> _EXERCISE DETAILS_: Scan the records for the string "span". State how many lines contain it and add nothing.
=== Begin Enclosure ===
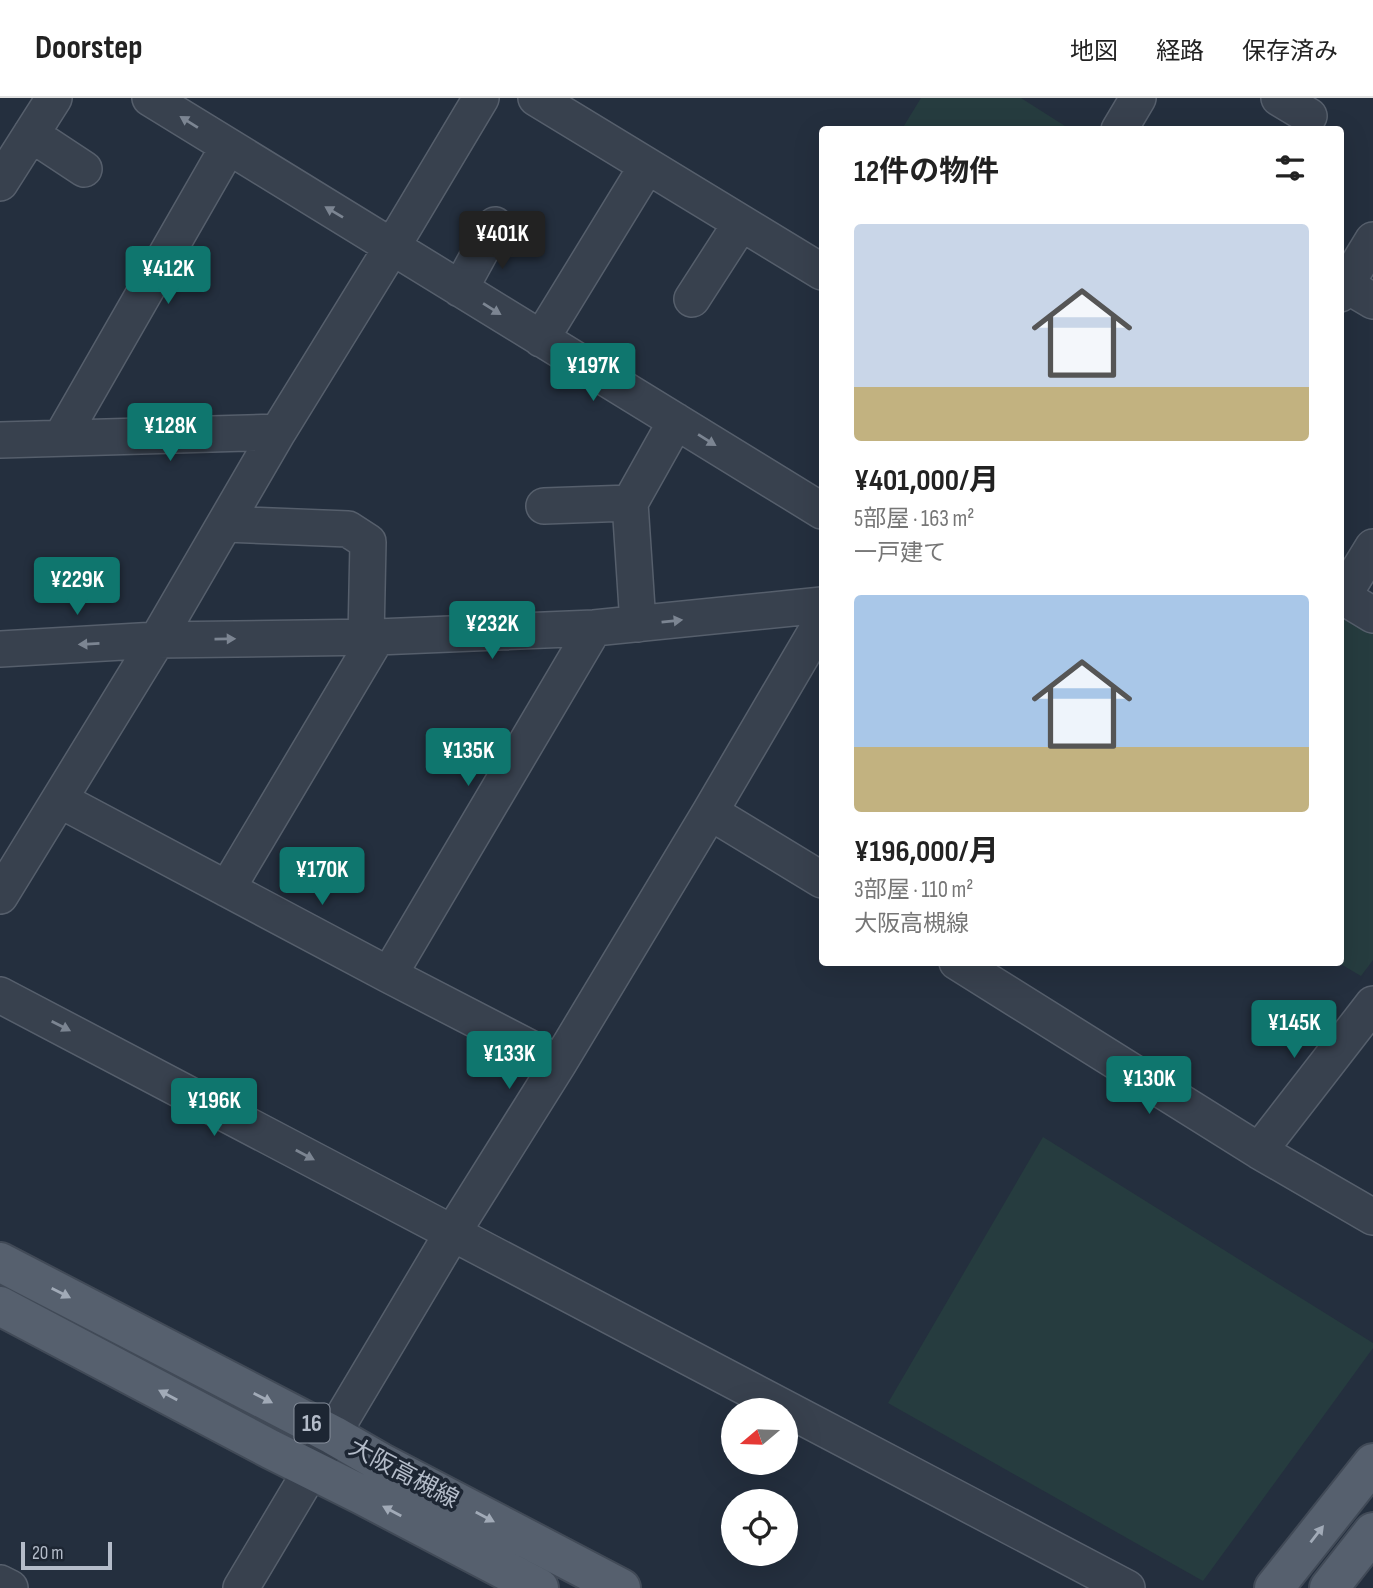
<!DOCTYPE html>
<html lang="ja">
<meta charset="utf-8">
<style>
body{margin:0;font-family:"Sofia Sans Condensed","Noto Sans JP",sans-serif;background:#f6f6f6;color:#222;height:100vh;display:flex;flex-direction:column;font-size:26px;white-space:nowrap}
*{box-sizing:border-box;margin:0}
p{font-size:23px;color:#767676}
.icon{flex:none;width:38px;height:38px;fill:none;stroke:currentColor;stroke-width:2;stroke-linecap:round;stroke-linejoin:round}
.map{position:relative;flex:1;overflow:hidden}
.panel{position:absolute;left:819px;top:28px;width:525px;height:840px;display:flex;flex-direction:column;background:#fff;border-radius:7px;box-shadow:0 7px 28px #0002}
.panel>*{flex:none}
.needle{width:46px;rotate:251deg}
.tools{position:absolute;left:721px;top:1300px;display:grid;gap:14px}
.tools a{display:grid;place-items:center;width:77px;height:77px;border-radius:50%;background:#fff;box-shadow:0 7px 28px #0002;font-size:35px}
.scale{position:absolute;left:21px;bottom:18px;width:91px;box-sizing:border-box;padding-left:7px;border:4px solid #b4bcc9;border-top:0;font-size:19px;line-height:24px;white-space:nowrap;color:#b4bcc9;-webkit-text-stroke:5px #1d2633;paint-order:stroke}
.price{position:absolute;translate:-50% -60px;padding:0 16px;border-radius:7px;background:#0f766e;color:#fff;font-size:23px;line-height:46px;filter:drop-shadow(0 2px 4px #0008)}
.price::after{content:'';position:absolute;left:50%;top:42px;width:21px;height:16px;margin-left:-10px;background:inherit;clip-path:polygon(0 0,100% 0,50% 100%)}
.price.current{background:#222;color:#fff}
ul{padding:0;list-style:none}
li{display:grid;align-content:center;gap:14px;height:371px;padding:0 35px}
li span{display:grid;place-items:center;height:217px;border-radius:7px;color:#555}
li>.icon{margin-inline-start:auto}
span .icon{width:126px;height:126px;fill:#fffc;stroke-width:1}
li b{font-size:30px}
h2{display:flex;justify-content:space-between;align-items:center;height:84px;padding:0 35px;font-size:30px}
header{display:flex;align-items:center;gap:42px;box-sizing:border-box;height:98px;padding:0 35px;background:#fff;border-bottom:2px solid #e0e0e0}
header strong{font-size:33px}
nav{display:flex;gap:38px;margin-inline-start:auto;font-size:24px}
.map>svg:first-child{display:block}
.green{fill:#263c3f}
.lines{fill:none;stroke-linecap:round;stroke-linejoin:round}
.minor-casing{stroke:#565f6c;stroke-width:38}
.major-casing{stroke:#414a57;stroke-width:42}
.minor{stroke:#38414e;stroke-width:35}
.major{stroke:#56606e;stroke-width:38}
.oneway{fill:#7c8592}
.oneway2{fill:#a1aab7}
.labels{text-anchor:middle;stroke-width:7;stroke-linejoin:round;paint-order:stroke}
.shield{fill:#1d2633;stroke:#878f9c;stroke-width:2}
.shield-label{font-size:23px;font-weight:bold;fill:#b4bcc9}
.street-label{font-size:24px;fill:#b4bcc9;stroke:#1d2633}
</style>
<header>
<strong>Doorstep</strong>
<nav><a>地図</a><a>経路</a><a>保存済み</a></nav>
</header>
<div class="map">
<svg width="1373" height="1490" viewBox="0 0 1373 1490">
<rect width="100%" height="100%" fill="#242f3e"/>
<path class="green" d="M921 0H1021L1065 28 1063 32 902 31Z
M1341 512 1373 533V862L1361 878 1339 865Z
M1043 1039 1373 1245V1250L1203 1483 888 1305Z"/>
<g class="lines">
<defs>
<path id="minor" d="M150 0 822 413
M536 0 822 174
M1279 0 1309 18
M1119 32 1138 0
M31 36 84 71
M0 85 54 0
M1346 187 1373 203
M460 191 495 127
M1340 196 1373 142
M692 201 741 125
M541 241 647 68
M61 340 228 49
M0 342 278 334
M544 408 630 405
M225 426 348 431 368 444 366 540
M1340 497 1373 517
M1343 498 1373 449
M638 526 630 405 676 323
M0 551 157 542 377 539 594 530 822 507
M60 702 389 877 559 965
M710 714 822 782
M227 791 377 539
M0 798 157 542 278 334 392 149 481 0
M957 864 1259 1053 1373 1119
M389 877 594 530
M0 897 1127 1490
M1259 1053 1373 906
M0 1485 10 1490
M241 1490 453 1134 559 965 710 714 822 523"/>
<path id="major" d="M0 1164 333 1337 380 1364 621 1490
M0 1208 270 1351 362 1397 539 1490
M1274 1490 1373 1365
M1329 1490 1373 1434"/>
</defs>
<use href="#minor" class="minor-casing"/>
<use href="#major" class="major-casing"/>
<use href="#minor" class="minor"/>
<use href="#major" class="major"/>
</g>
<defs><path id="oneway-solid" d="M-6-.8H1V-3.2L6.5 0L1 3.2V.8H-6Z" transform="scale(1.75)"/></defs>
<g class="oneway">
<use href="#oneway-solid" transform="translate(189 24) rotate(-148)"/>
<use href="#oneway-solid" transform="translate(334 114) rotate(-149)"/>
<use href="#oneway-solid" transform="translate(492 211) rotate(32)"/>
<use href="#oneway-solid" transform="translate(707 342) rotate(32)"/>
<use href="#oneway-solid" transform="translate(672 523) rotate(-6)"/>
<use href="#oneway-solid" transform="translate(225 541) rotate(-1)"/>
<use href="#oneway-solid" transform="translate(89 546) rotate(177)"/>
<use href="#oneway-solid" transform="translate(61 928) rotate(27)"/>
<use href="#oneway-solid" transform="translate(305 1057) rotate(28)"/>
</g>
<g class="oneway2">
<use href="#oneway-solid" transform="translate(61 1195) rotate(27)"/>
<use href="#oneway-solid" transform="translate(168 1297) rotate(-152)"/>
<use href="#oneway-solid" transform="translate(263 1300) rotate(27)"/>
<use href="#oneway-solid" transform="translate(392 1413) rotate(-152)"/>
<use href="#oneway-solid" transform="translate(485 1419) rotate(28)"/>
<use href="#oneway-solid" transform="translate(1317 1436) rotate(-52)"/>
</g>
<g class="labels">
<rect class="shield" x="294.5" y="1305.5" width="35" height="39" rx="5"/>
<g class="shield-label">
<text x="312" y="1333">16</text>
</g>
<g class="street-label">
<text transform="translate(404 1375) rotate(28)" y="8">大阪高槻線</text>
</g>
</g>
</svg>
<div class="tools">
<a><svg class="needle" viewBox="-14 -14 28 28"><path d="M0-13l5 13h-10z" fill="#e53935"/><path d="M0 13l5-13h-10z" fill="#767676"/></svg></a>
<a><svg class="icon" aria-label="locate" viewBox="0 0 24 24"><circle cx="12" cy="12" r="6"/><path d="M12 2v4M12 18v4M2 12h4M18 12h4"/></svg></a>
</div>
<div class="scale">20 m</div>
<b class="price current" style="left:502px;top:173px">¥401K</b>
<b class="price" style="left:168px;top:208px">¥412K</b>
<b class="price" style="left:593px;top:305px">¥197K</b>
<b class="price" style="left:170px;top:365px">¥128K</b>
<b class="price" style="left:77px;top:519px">¥229K</b>
<b class="price" style="left:492px;top:563px">¥232K</b>
<b class="price" style="left:468px;top:690px">¥135K</b>
<b class="price" style="left:322px;top:809px">¥170K</b>
<b class="price" style="left:1294px;top:962px">¥145K</b>
<b class="price" style="left:509px;top:993px">¥133K</b>
<b class="price" style="left:1149px;top:1018px">¥130K</b>
<b class="price" style="left:214px;top:1040px">¥196K</b>
<section class="panel">
<h2>12件の物件<svg class="icon" aria-label="filters" viewBox="0 0 24 24"><path d="M4 7h16M4 17h16"/><circle cx="9" cy="7" r="2"/><circle cx="15" cy="17" r="2"/></svg></h2>
<ul>
<li><span style="background:linear-gradient(#c9d6e8 75%,#c2b280 0)"><svg class="icon" aria-label="home" viewBox="0 0 24 24"><path d="M3 11l9-7 9 7M6 9v11h12V9"/></svg></span><div><b>¥401,000/月</b><p>5部屋 · 163 m²</p><p>一戸建て</p></div></li>
<li><span style="background:linear-gradient(#a9c7e8 70%,#c2b280 0)"><svg class="icon" aria-label="home" viewBox="0 0 24 24"><path d="M3 11l9-7 9 7M6 9v11h12V9"/></svg></span><div><b>¥196,000/月</b><p>3部屋 · 110 m²</p><p>大阪高槻線</p></div></li>
</ul>
</section>
</div>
=== End Enclosure ===
> _SOLUTION TO THE EXERCISE_: 4